Among the sectors BCG is positive about banks and IT. BCG India Managing Director Neeraj Aggarwal said private banks are better positioned the public sector banks. He added that technology is a huge opportunity due to the latent capital available. Indian companies like Infosys and TCS make it to the BCG's list of emerging companies.

Indian IT industry is at an inflection point and they're creating islands of change within themselves, he Aggarwal said.

During the US Presidential debate, Donald Trump made references to China, Mexico and other emerging markets draining jobs from the US. Lesser said the protection rhetoric in the US and UK is a matter of concern.

Below is the verbatim transcript of Richard Lesser and Neeraj Aggarwal’s interview to Shereen Bhan on CNBC-TV18.

Q: Congratulations on turning 20 here in India?

Lesser: We are really excited about it. It has been really a great journey and terrific team and actually looking forward with tremendous amount of optimism to the years ahead.

Q: So, let me start by asking you about what gives you confidence about India today? BCG in a sense has been involved with post liberalisation story in India. Today India relatively is outperforming the rest of the world if it comes to economic growth. When you talk about foreign direct investment (FDI) but what really gives you confidence that this is sustainable?

Lesser: The real challenge for governments around the world right now is the ability to take on real reform. So many governments, it is not just in India, face these immense internal blocks at a time when there is real challenges, there is new technology, there is challenging global environment the macroeconomics aren't great and the real opportunity for countries around the world is to be able to take on real reform that encourages investment, build human capital.

Q: Has India done that in the past two years?

Lesser: It is a huge country. It is not easy to change overnight. So, when you say has it done that. No, of course, it is not done yet. But there is a lot of confidence when I talk to leaders in India and around the world that A: the journey has started, the important things like Goods and Services Tax (GST) and a number of the ministries, the real reform has started and that there seems to be a sincere committeemen to push it further and also the capacity to push it further recognising India like every country as a complex place, it doesn't happen overnight and it doesn't happen easily and there is probably honestly there is much confidence about India's ability to continue to make progress with the current leadership team that is in place as there is probably anywhere in the world.
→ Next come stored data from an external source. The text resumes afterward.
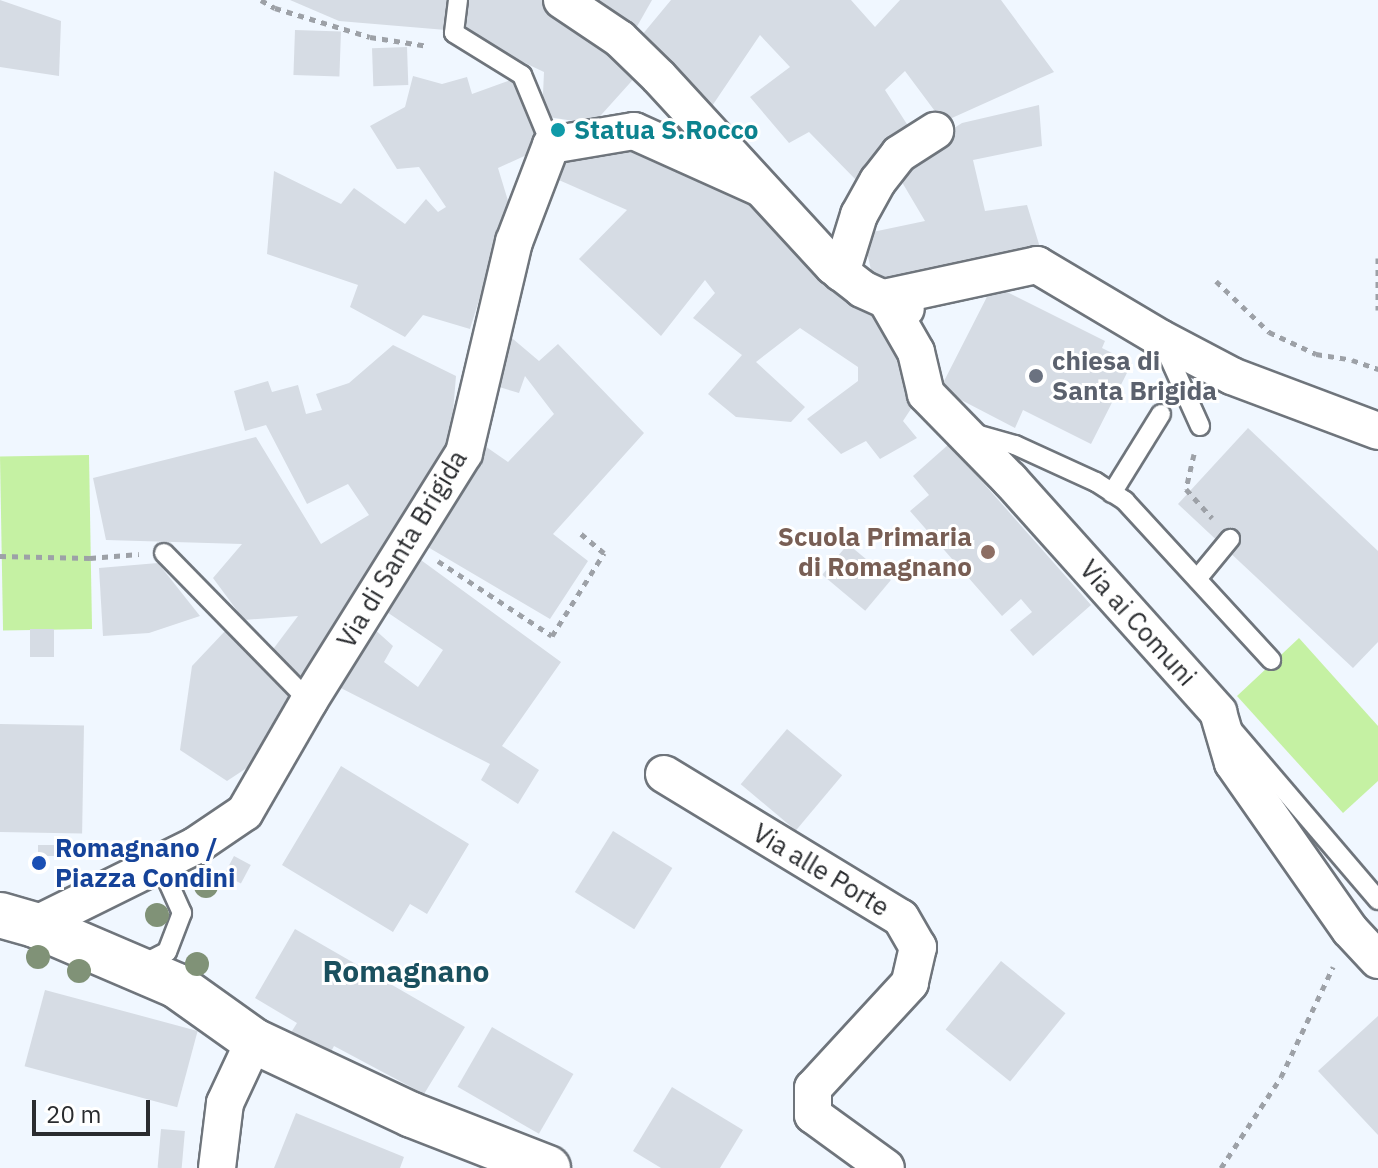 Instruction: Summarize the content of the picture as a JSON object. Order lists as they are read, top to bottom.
{
  "streets": {
    "street": ["Via di Santa Brigida", "Via ai Comuni", "Via alle Porte"]
  },
  "districts": ["Romagnano"],
  "places": [
    "Statua S.Rocco",
    "chiesa di Santa Brigida",
    "Scuola Primaria di Romagnano",
    "Romagnano / Piazza Condini"
  ],
  "scale_bar": "20 m"
}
Q: So, what will that mean then when we talk about FDI because FDI has come back strongly. We have seen a dip in the previous quarter year-on-year (Y-o-Y) but that could perhaps be an aberration. When you talk to global clients what are they telling you about the strength of the India story and their capacity to continue to invest here?

Lesser: Everybody understands the theoretical potential of India. A population of over one billion people, young population with growing strong education in much of the workforce, the capacity of India is well understood. The challenge has been all the blockers in India, the difficulty of doing business, the multiple layers of government to navigate corruption challenges.

Q: So, do they tell you things have improved?

Lesser: They say they are seeing improvement occurring not that we are done but A: they believe in the sincerity and commitment of the government to produce reforms and B: there are signs, there is progress and there is progress in different areas, we have had the privilege of working in the ports area and we enormous progress on what is happening in ports and productivity in ports, around the financial performance of ports, the GST was a big battle over many years to get approved, it still needs to get implemented, just because you have it approved there is a lot of work still to do but that was a major step forward. So, there is optimism that India is on the right journey, but it is a winding journey and there is a lot still to do.

Q: I have been looking at the data that BCG has put together and if I look at what your data shows in terms of global value creators and I am just going to talk about a few sectors, automotive you have Eicher Motors right at the top here and this of course you have mapped data between 2011 and 2015. Incidentally Eicher Motors today has had a pretty big day because its market cap has crossed that of Hero Moto. In fact even in your global value creators for banking, you have got Kotak Mahindra Bank coming at number one and another Indian bank that is HDFC Bank at number two. So, if I were to ask you about sectors that you feel most confident about, what would those be?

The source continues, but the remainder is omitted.